The connector uses SOAP to connect to and retrieve documents, lists, and other objects for indexing. It does not access a SharePoint site in the same way that a regular user does, and it needs additional privileges to use the SOAP interface to SharePoint.

The connector can be configured to work with Active Directory (AD) or LDAP to retrieve the ACLs for each object, which can then be used for security trimming at query time. In order to use security trimming to restrict user access to SharePoint objects, the authenticated user must have sufficient privileges to read every document in the system and determine which users can access them.

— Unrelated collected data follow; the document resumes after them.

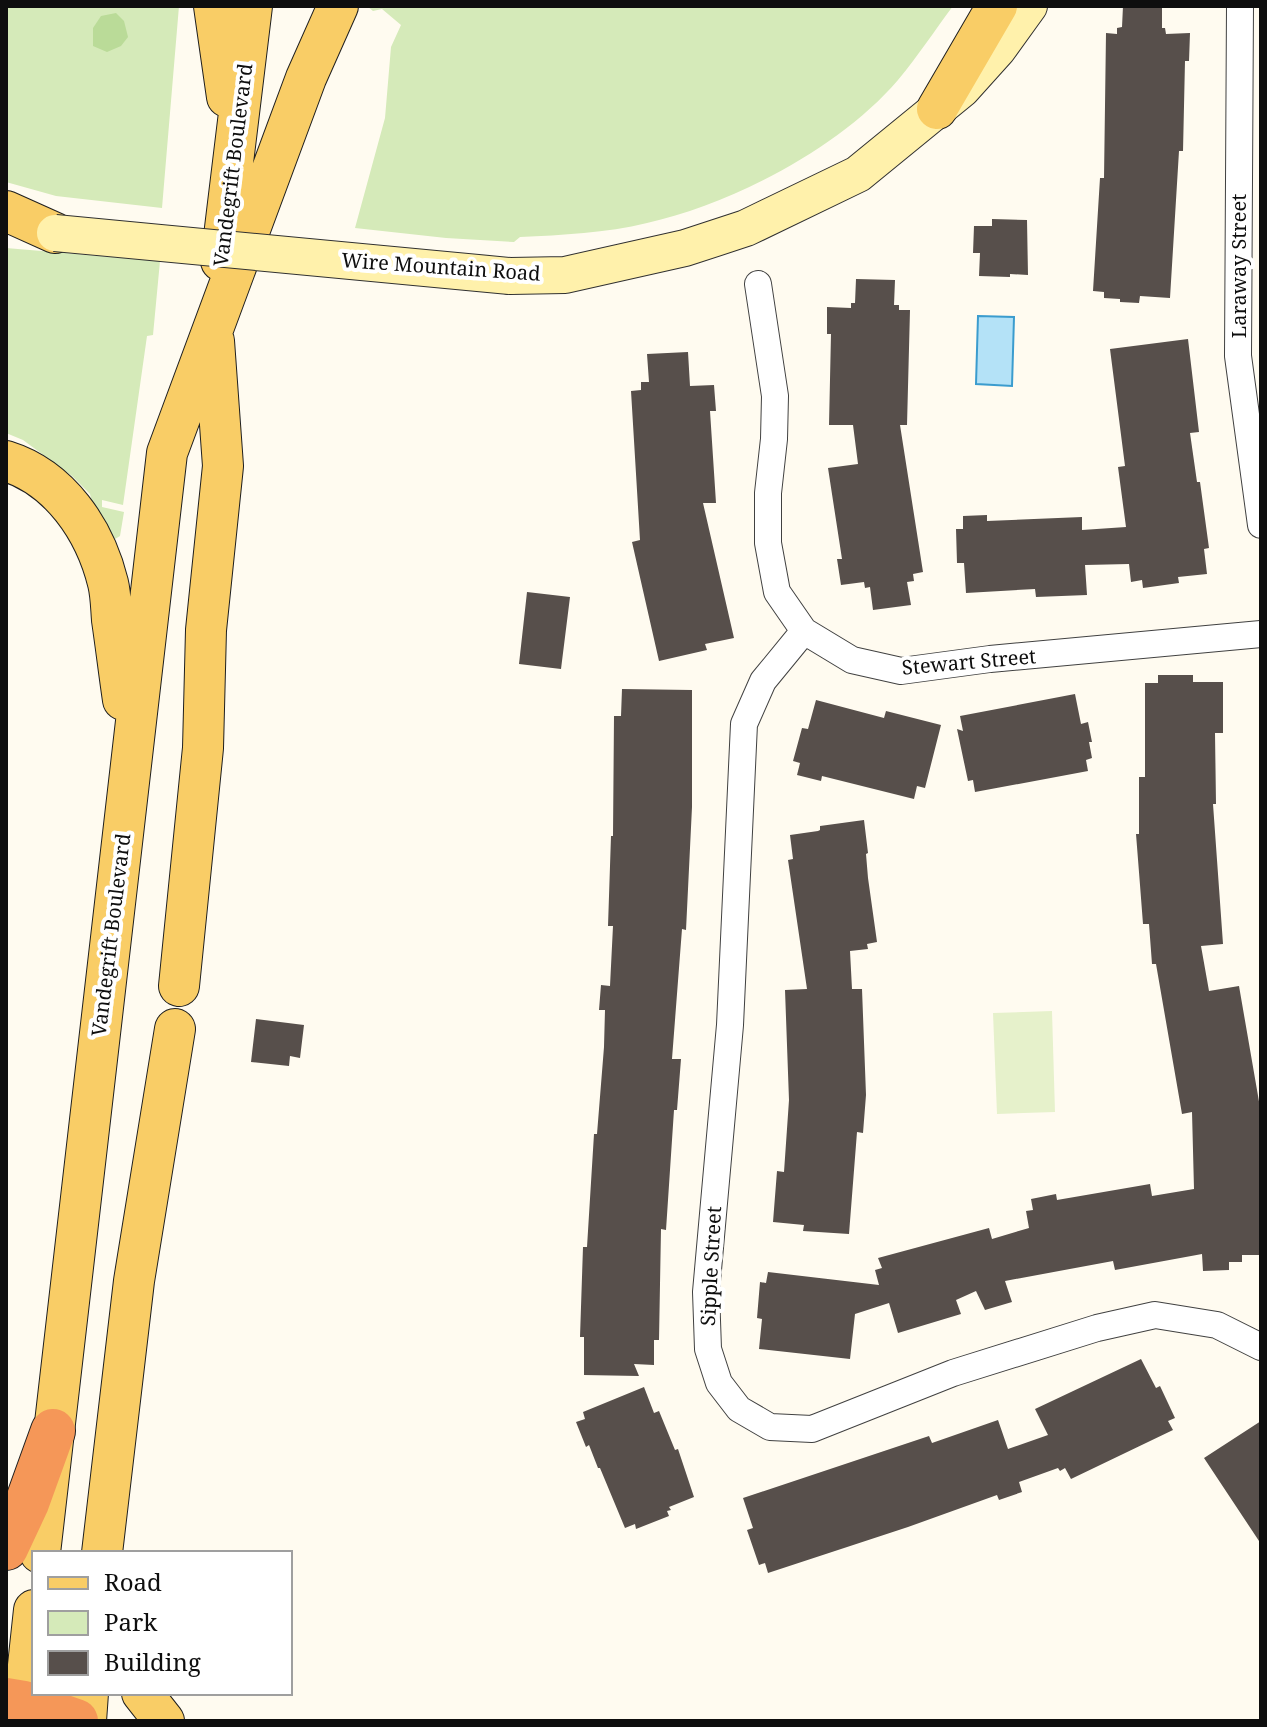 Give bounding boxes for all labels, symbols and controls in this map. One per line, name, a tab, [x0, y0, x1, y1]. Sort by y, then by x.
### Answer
street label: Vandegrift Boulevard	[207, 62, 258, 268]
street label: Laraway Street	[1225, 194, 1252, 338]
street label: Wire Mountain Road	[341, 246, 542, 287]
street label: Stewart Street	[901, 642, 1037, 681]
street label: Vandegrift Boulevard	[85, 832, 136, 1038]
street label: Sipple Street	[694, 1205, 727, 1326]
legend	[32, 1551, 292, 1695]
text: Road	[104, 1565, 162, 1598]
text: Park	[104, 1605, 158, 1638]
text: Building	[104, 1645, 201, 1678] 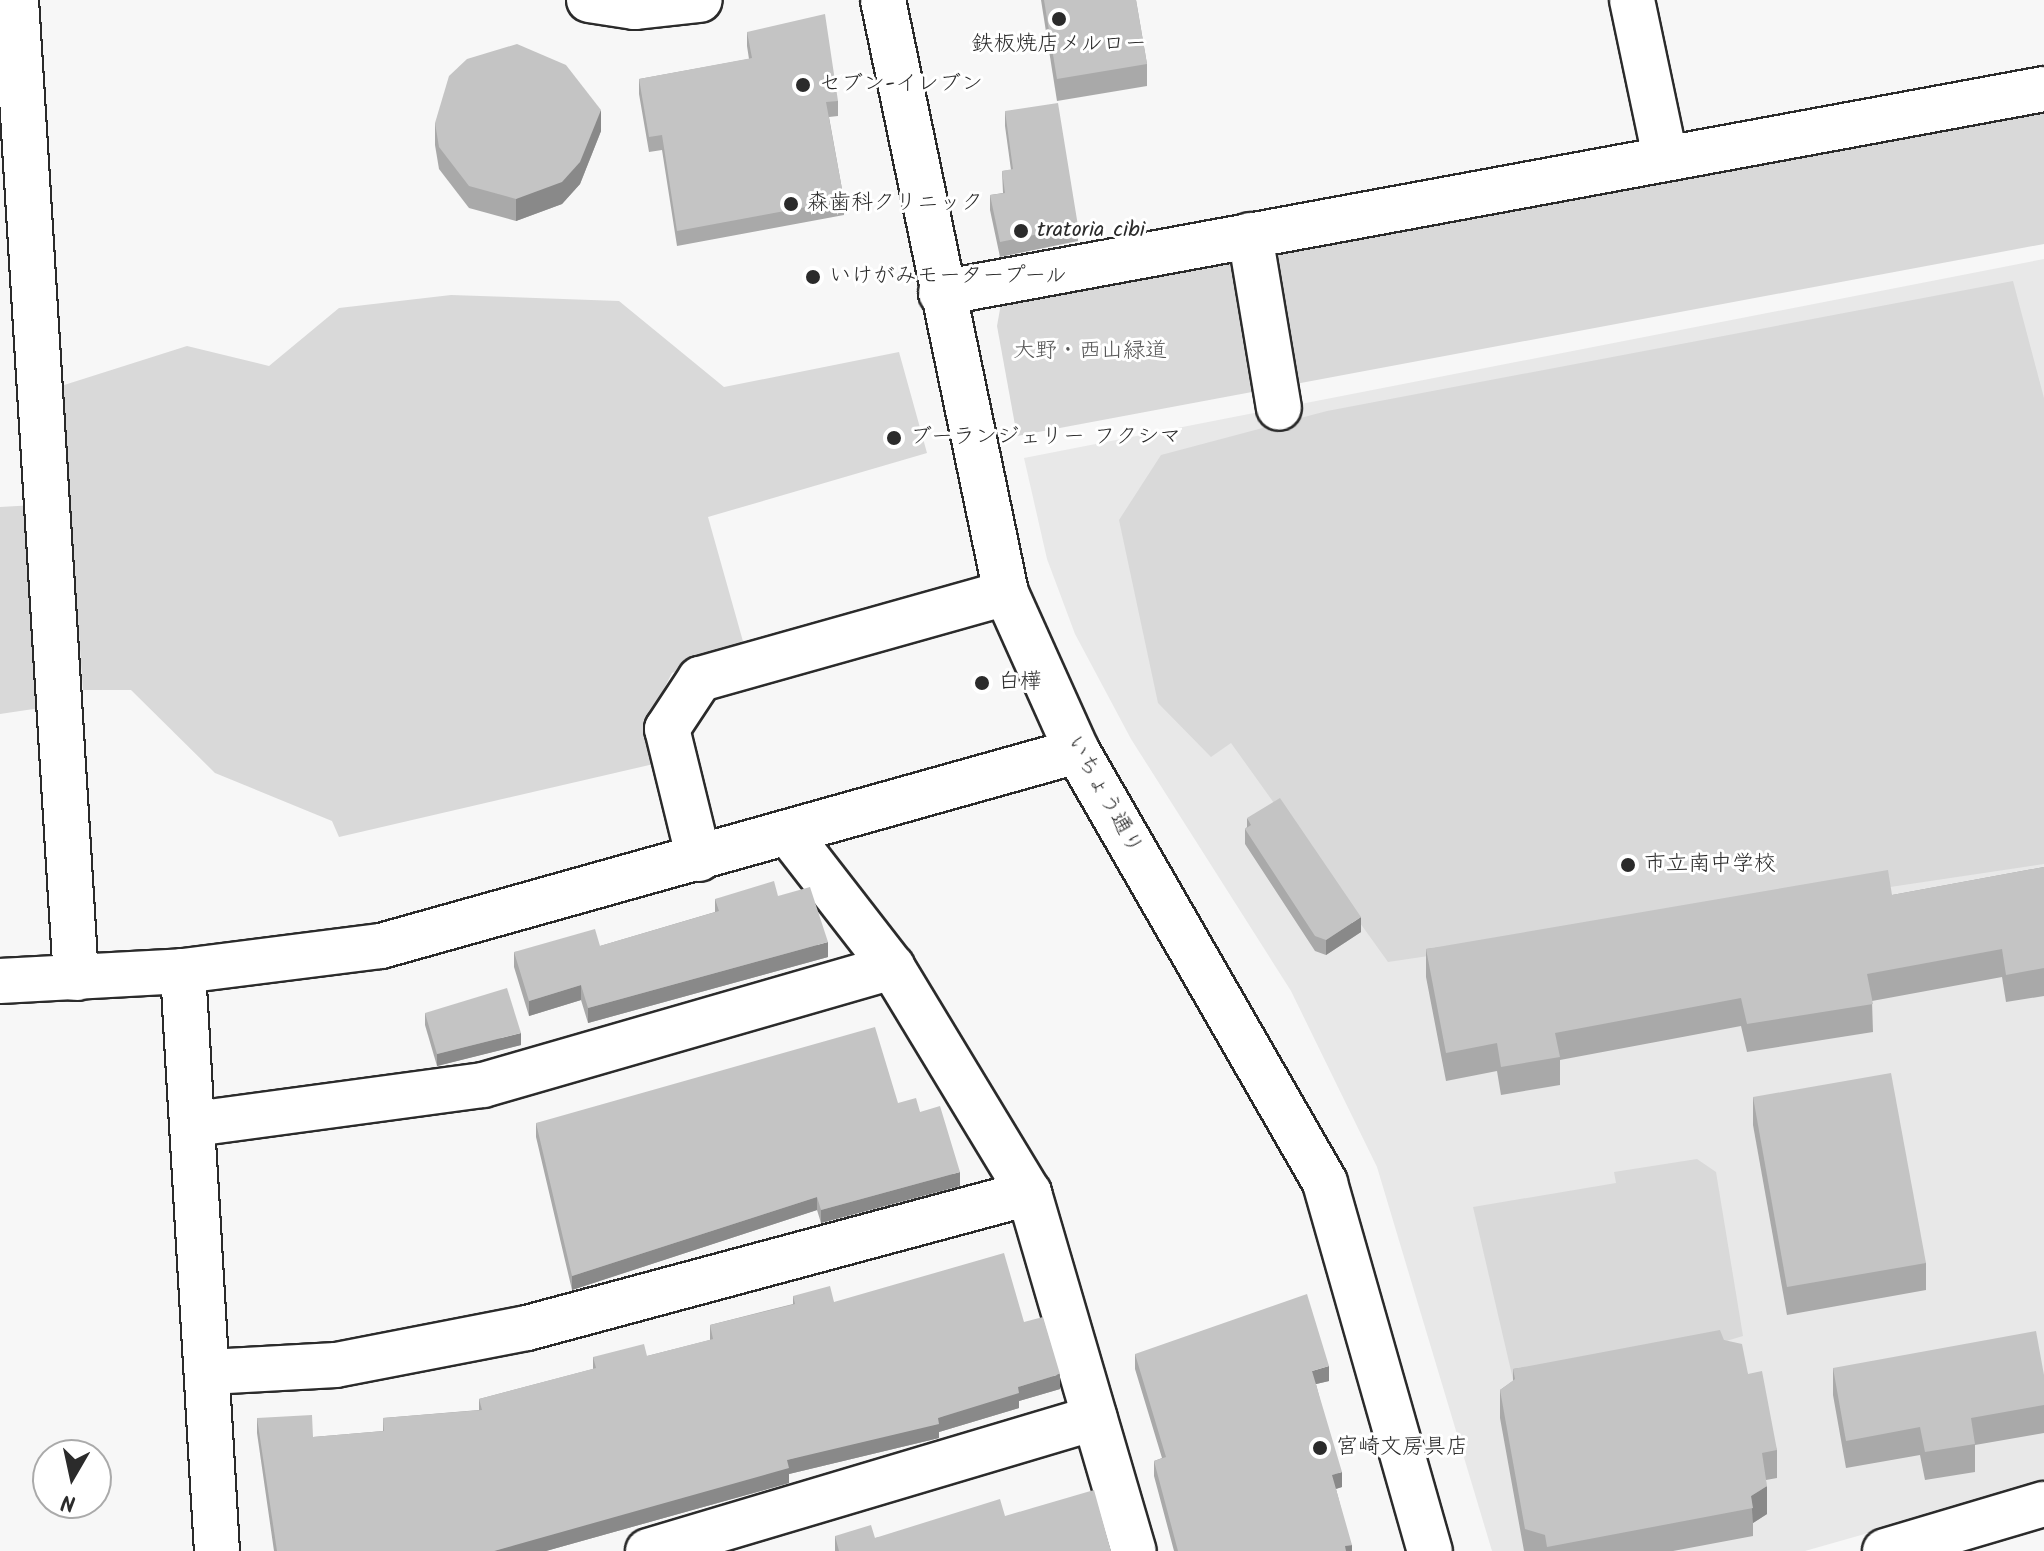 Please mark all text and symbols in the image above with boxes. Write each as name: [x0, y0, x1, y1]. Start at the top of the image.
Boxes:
marker: 鉄板焼店メルロー: [1050, 10, 1068, 28]
place label: 鉄板焼店メルロー: [971, 32, 1147, 58]
place label: セブン-イレブン: [819, 72, 983, 98]
marker: セブン-イレブン: [794, 76, 812, 94]
place label: 森歯科クリニック: [807, 191, 983, 217]
marker: 森歯科クリニック: [782, 195, 800, 213]
place label: tratoria cibi: [1037, 218, 1145, 244]
marker: tratoria cibi: [1012, 222, 1030, 240]
place label: いけがみモータープール: [829, 264, 1070, 290]
marker: いけがみモータープール: [804, 268, 822, 286]
park label: 大野・西山緑道: [1013, 339, 1167, 365]
place label: ブーランジェリー フクシマ: [910, 425, 1182, 451]
marker: ブーランジェリー フクシマ: [885, 429, 903, 447]
place label: 白樺: [998, 670, 1042, 696]
marker: 白樺: [973, 674, 991, 692]
street label: いちょう通り: [1060, 731, 1148, 859]
place label: 市立南中学校: [1644, 852, 1776, 878]
marker: 市立南中学校: [1619, 856, 1637, 874]
place label: 宮崎文房具店: [1336, 1435, 1468, 1461]
north arrow: [32, 1439, 112, 1519]
marker: 宮崎文房具店: [1311, 1439, 1329, 1457]
text: N: [59, 1483, 78, 1520] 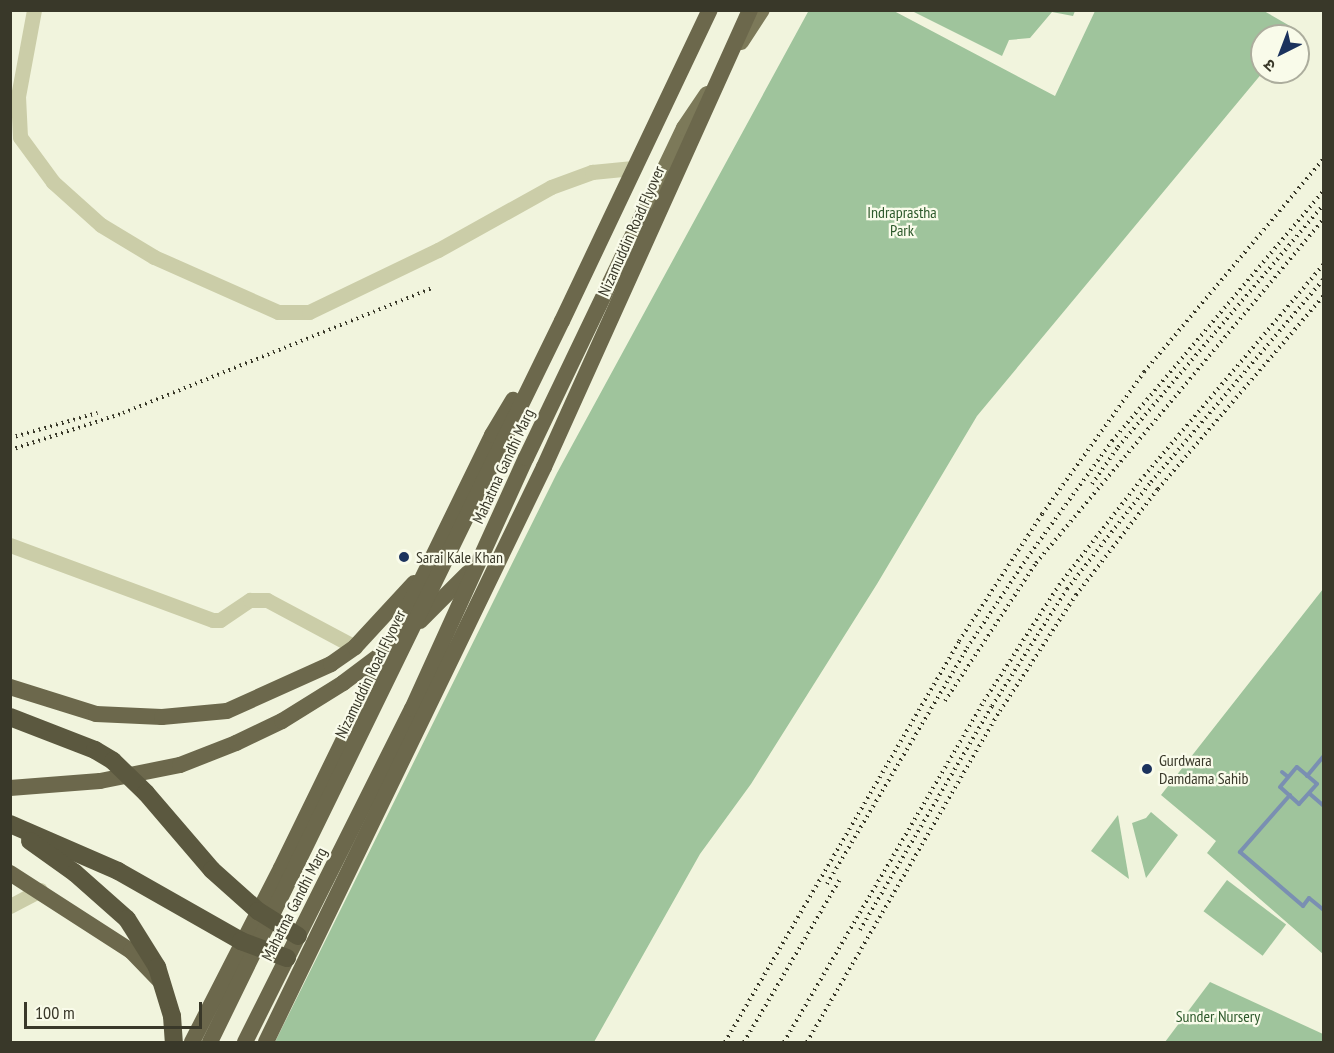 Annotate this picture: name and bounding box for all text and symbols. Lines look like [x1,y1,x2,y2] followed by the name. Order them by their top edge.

The permissions requirements are explained below.

SharePoint Permissions

SharePoint security trimming restricts access to documents based on user permissions. There are two types of permissions in SharePoint:

  • Site permissions, which are:

    • managed by SharePoint

    • customizable for each site or subsite

    • inherited by subsites as the default permissions

    • grantable to users and groups

  • User permissions, which are:

    • assigned by group membership, when groups have been configured and provided permissions

    • assigned directly to the user

These permissions are stored as ACLs. When the SharePoint server is configured with security trimming set to "true", then documents retrieved from SharePoint have the set of all ACLs stored in a acl_ss field on each document.

At search time, the ACLs are used to verify if a user has access to a document. This is configured in a query pipeline with a Security Trimming Query Stage.

To crawl all the sites and subsites, the authenticated user must belong the site administrators group. If not, Fusion can still crawl and complete the job, but the crawled data will be limited by the user’s privileges. In addition, a WARNING message will appear in the connector.log indicating that the user is not site administrator and therefore unable to get sites from site collections. The message starts with Authorization Error (401).

Required Permissions

The SharePoint datasource must be configured with the name of a user who has sufficient permissions to crawl the entire site. These permissions require use of a custom Permission Policy. The required permissions correspond to the concept of Site Collection Auditor, a permission type which is not the same as a Site Administrator, but requires almost all of the Site Administrator privileges.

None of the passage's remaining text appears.